» Dataset excerpts
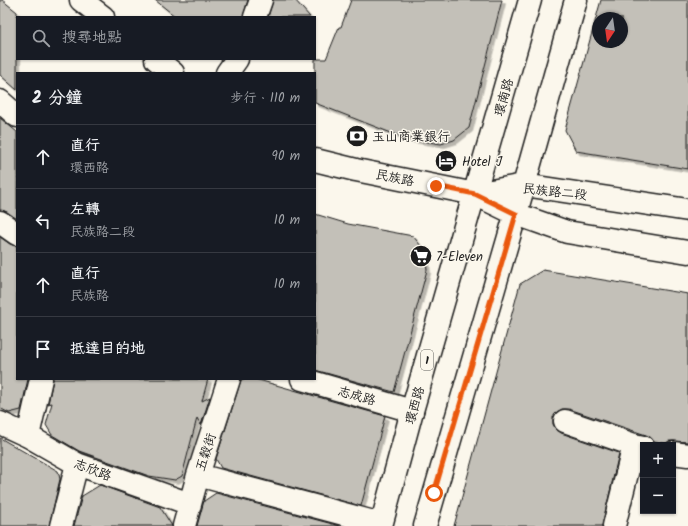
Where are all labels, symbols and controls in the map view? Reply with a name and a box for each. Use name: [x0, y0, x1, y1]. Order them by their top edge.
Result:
north arrow: [592, 12, 628, 48]
search box: [16, 16, 316, 60]
text: 搜尋地點: [62, 26, 122, 50]
icon: search: [30, 27, 52, 49]
street label: 環南路: [489, 76, 520, 119]
text: 2 分鐘: [32, 85, 82, 112]
text: 步行 · 110 m: [230, 88, 300, 109]
bank icon: 玉山商業銀行: [344, 123, 370, 149]
place label: 玉山商業銀行: [372, 127, 450, 148]
text: 直行: [70, 134, 100, 158]
icon: ahead: [32, 146, 54, 168]
text: 90 m: [272, 146, 300, 167]
hotel icon: Hotel J: [433, 148, 459, 174]
place label: Hotel J: [462, 152, 503, 173]
text: 環西路: [70, 158, 109, 179]
street label: 民族路: [374, 164, 416, 193]
route end: [427, 177, 445, 195]
street label: 民族路二段: [521, 179, 588, 206]
text: 左轉: [70, 198, 100, 222]
icon: left: [32, 210, 54, 232]
text: 10 m: [274, 210, 300, 231]
text: 民族路二段: [70, 222, 135, 243]
supermarket icon: 7-Eleven: [408, 243, 434, 269]
place label: 7-Eleven: [436, 247, 483, 268]
text: 直行: [70, 262, 100, 286]
icon: ahead: [32, 274, 54, 296]
text: 10 m: [274, 274, 300, 295]
text: 民族路: [70, 286, 109, 307]
text: 抵達目的地: [70, 337, 145, 361]
icon: arrive: [32, 338, 54, 360]
road number: 1: [421, 350, 433, 370]
street label: 志成路: [335, 381, 378, 412]
street label: 環西路: [400, 384, 431, 427]
street label: 五穀街: [190, 431, 222, 474]
map controls: [640, 442, 676, 514]
button: +: [640, 442, 676, 478]
street label: 志欣路: [70, 454, 114, 487]
button: −: [640, 478, 676, 514]
route start: [425, 484, 443, 502]

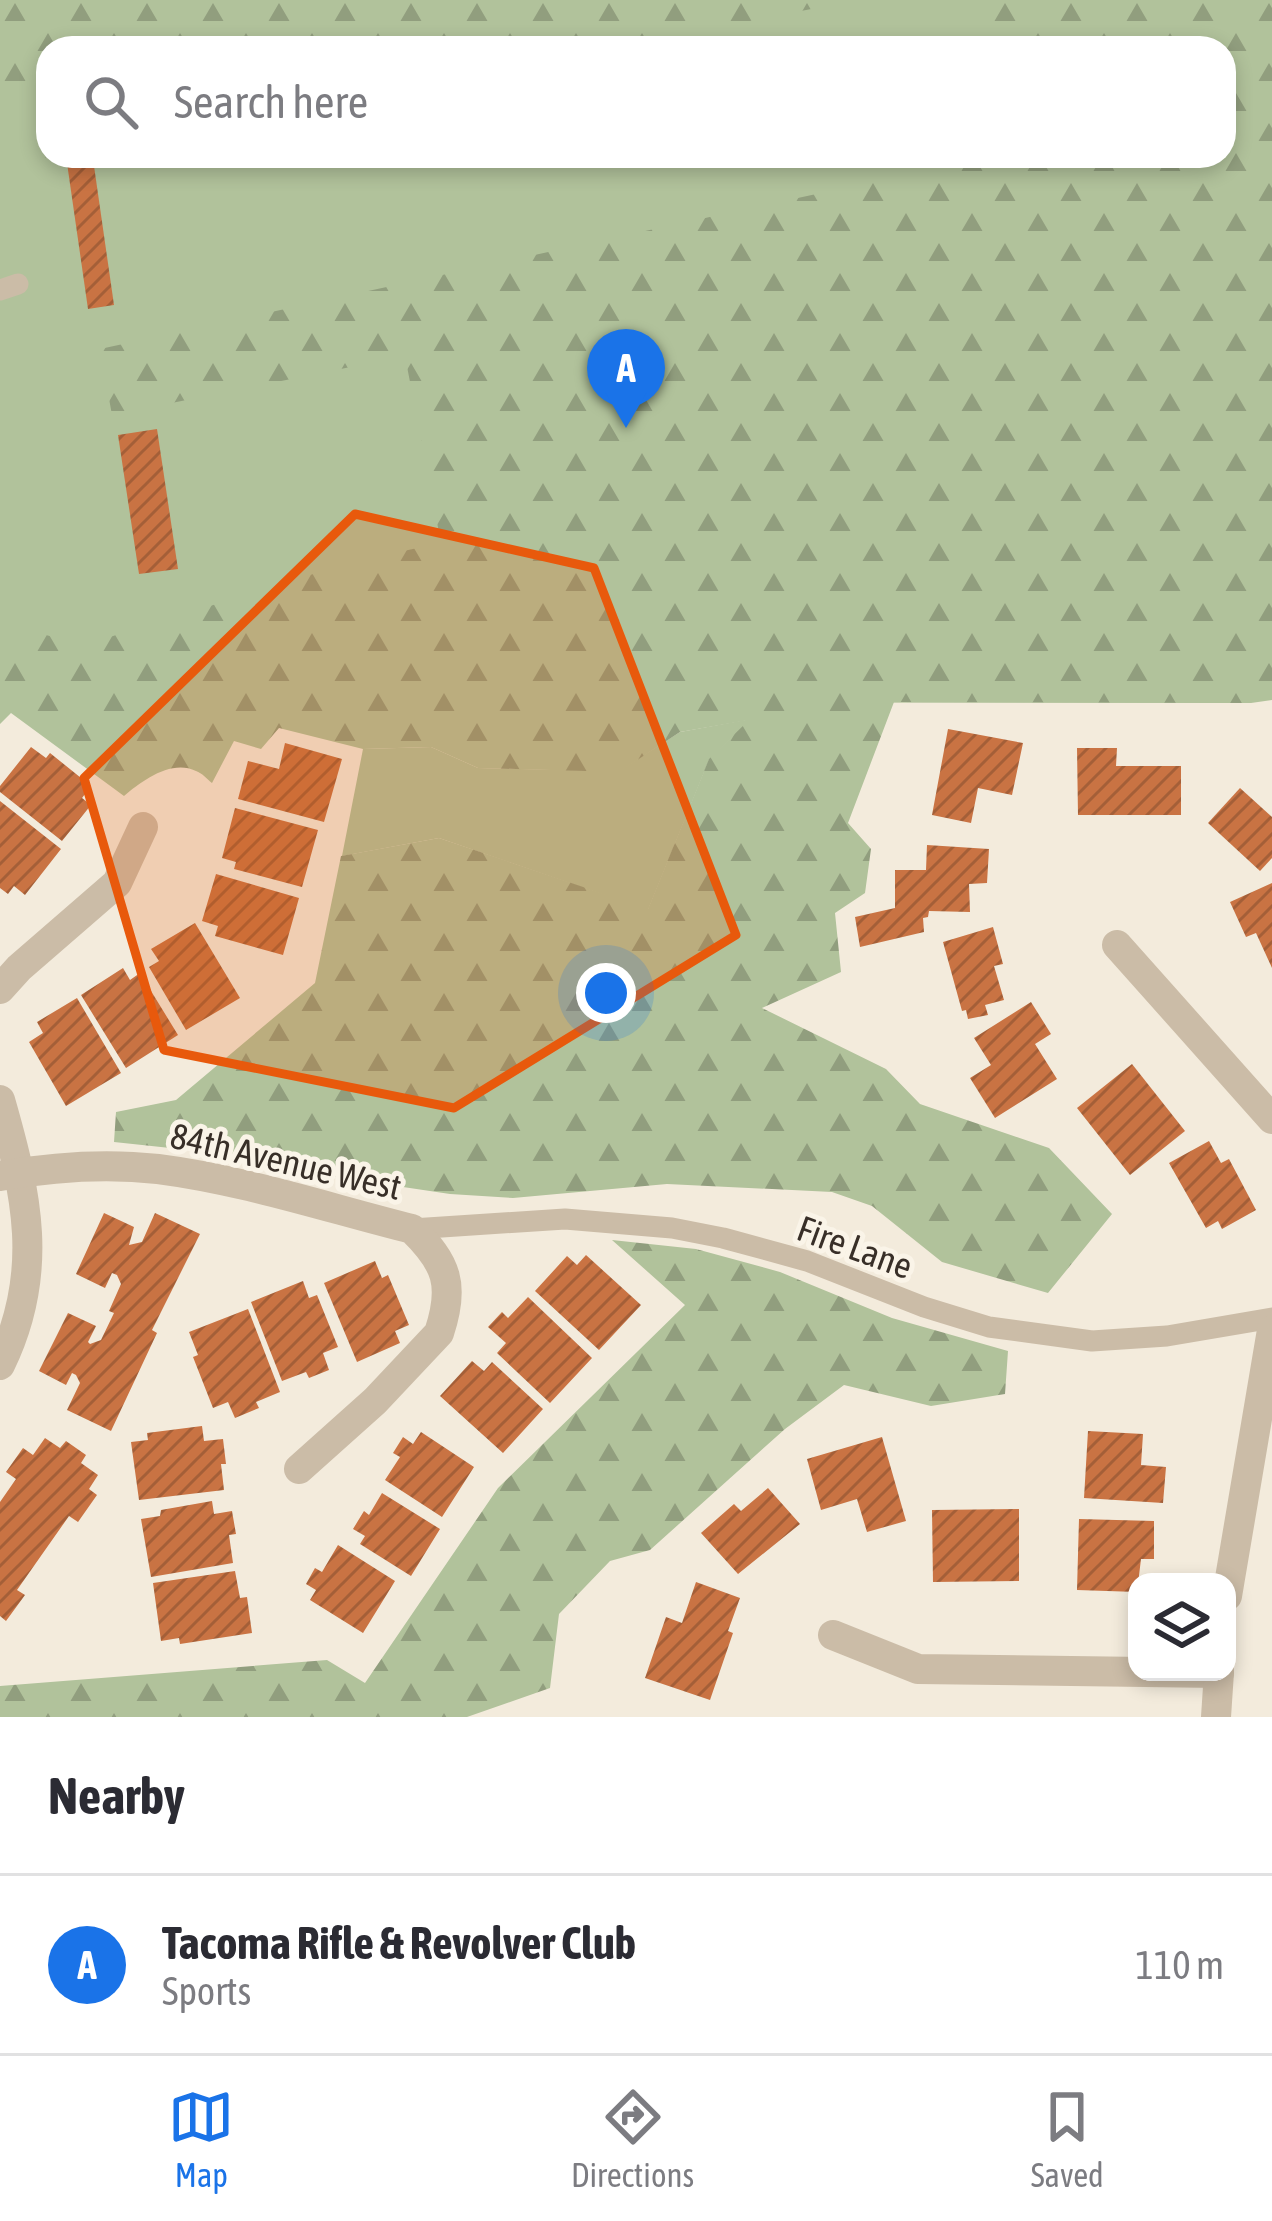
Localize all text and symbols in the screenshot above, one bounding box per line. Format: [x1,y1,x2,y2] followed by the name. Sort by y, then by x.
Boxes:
[36,36,1236,168] search box
[78,69,144,135] icon: search
[174,76,368,128] text: Search here
[587,329,665,428] pin: A
[576,963,636,1023] your location
[166,1114,406,1208] street label: 84th Avenue West
[792,1207,918,1287] street label: Fire Lane
[1128,1573,1236,1681] map controls
[1128,1573,1236,1681] button: layers
[48,1766,185,1825] text: Nearby
[162,1917,636,1969] text: Tacoma Rifle & Revolver Club
[77,1943,97,1987] text: A
[1136,1943,1224,1987] text: 110 m
[162,1969,251,2013] text: Sports
[168,2084,234,2194] tab: Map
[571,2084,694,2194] tab: Directions
[1031,2084,1104,2194] tab: Saved

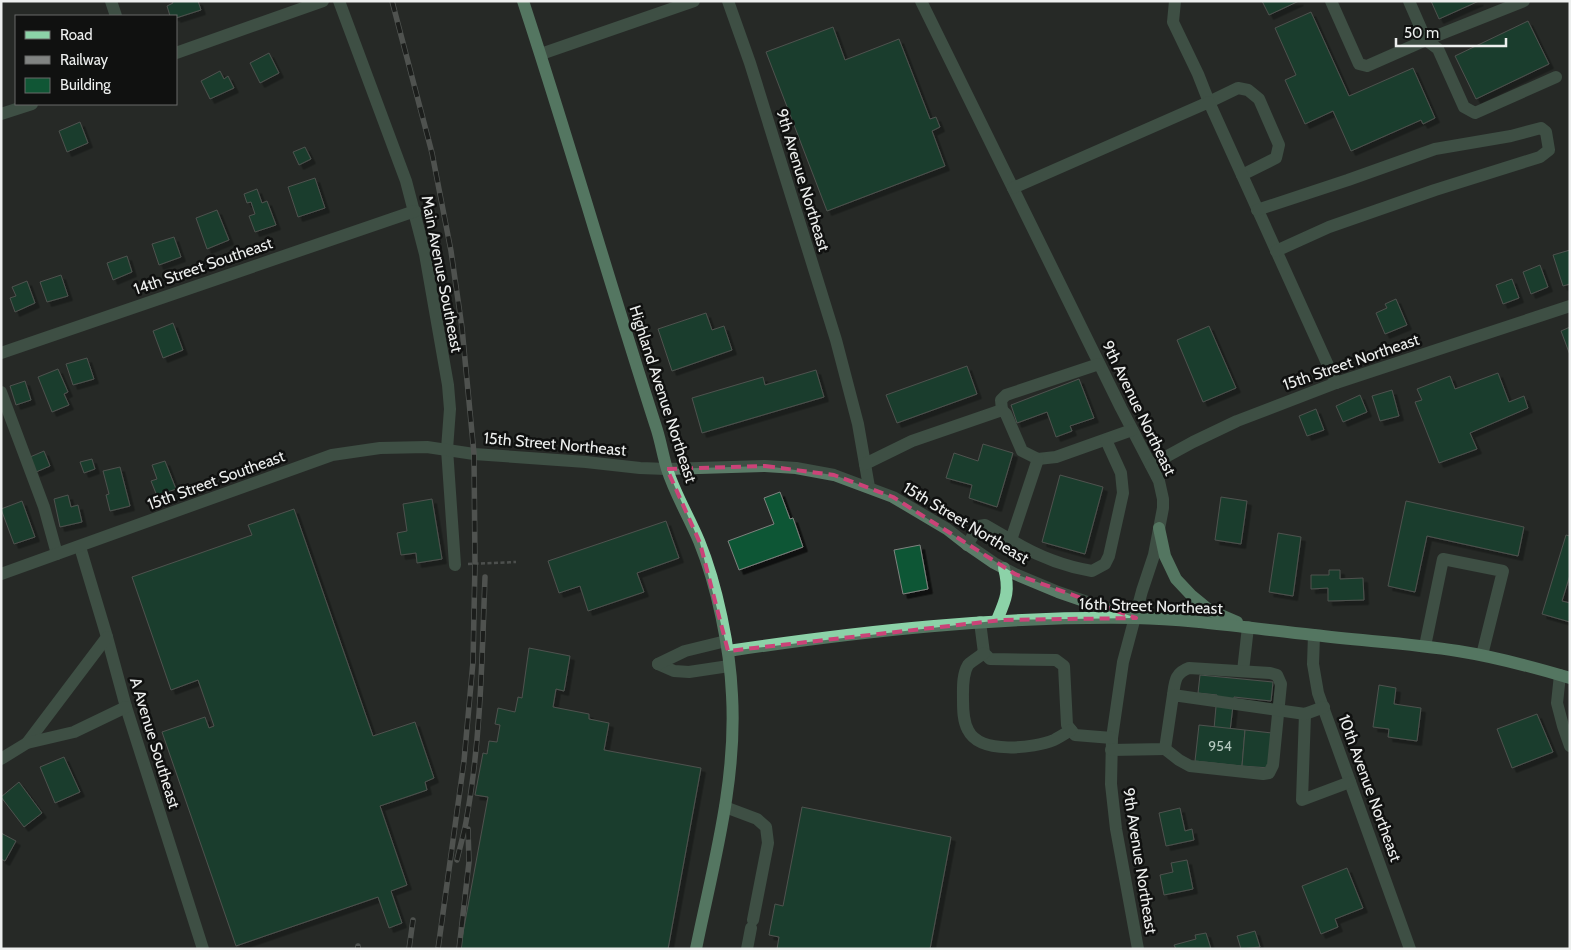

» Description of the task
Only the lines from the beginning of the records up to and including the line with "Localize all text" should appear, exactly as they are, and no pictures.

» Response area
Where are all labels, symbols and controls in the map view? Reply with a name and a box for each. Use name: [x0, y0, x1, y1]. Order them by their top edge.
Result:
north arrow: [592, 12, 628, 48]
search box: [16, 16, 316, 60]
text: 搜尋地點: [62, 26, 122, 50]
icon: search: [30, 27, 52, 49]
street label: 環南路: [489, 76, 520, 119]
text: 2 分鐘: [32, 85, 82, 112]
text: 步行 · 110 m: [230, 88, 300, 109]
bank icon: 玉山商業銀行: [344, 123, 370, 149]
place label: 玉山商業銀行: [372, 127, 450, 148]
text: 直行: [70, 134, 100, 158]
icon: ahead: [32, 146, 54, 168]
text: 90 m: [272, 146, 300, 167]
hotel icon: Hotel J: [433, 148, 459, 174]
place label: Hotel J: [462, 152, 503, 173]
text: 環西路: [70, 158, 109, 179]
street label: 民族路: [374, 164, 416, 193]
route end: [427, 177, 445, 195]
street label: 民族路二段: [521, 179, 588, 206]
text: 左轉: [70, 198, 100, 222]
icon: left: [32, 210, 54, 232]
text: 10 m: [274, 210, 300, 231]
text: 民族路二段: [70, 222, 135, 243]
supermarket icon: 7-Eleven: [408, 243, 434, 269]
place label: 7-Eleven: [436, 247, 483, 268]
text: 直行: [70, 262, 100, 286]
icon: ahead: [32, 274, 54, 296]
text: 10 m: [274, 274, 300, 295]
text: 民族路: [70, 286, 109, 307]
text: 抵達目的地: [70, 337, 145, 361]
icon: arrive: [32, 338, 54, 360]
road number: 1: [421, 350, 433, 370]
street label: 志成路: [335, 381, 378, 412]
street label: 環西路: [400, 384, 431, 427]
street label: 五穀街: [190, 431, 222, 474]
map controls: [640, 442, 676, 514]
button: +: [640, 442, 676, 478]
street label: 志欣路: [70, 454, 114, 487]
button: −: [640, 478, 676, 514]
route start: [425, 484, 443, 502]

Localize all text and symbols in the screenshot above, one bounding box per line. Format: [x1,y1,x2,y2] followed by the name. Sort by y, then by x.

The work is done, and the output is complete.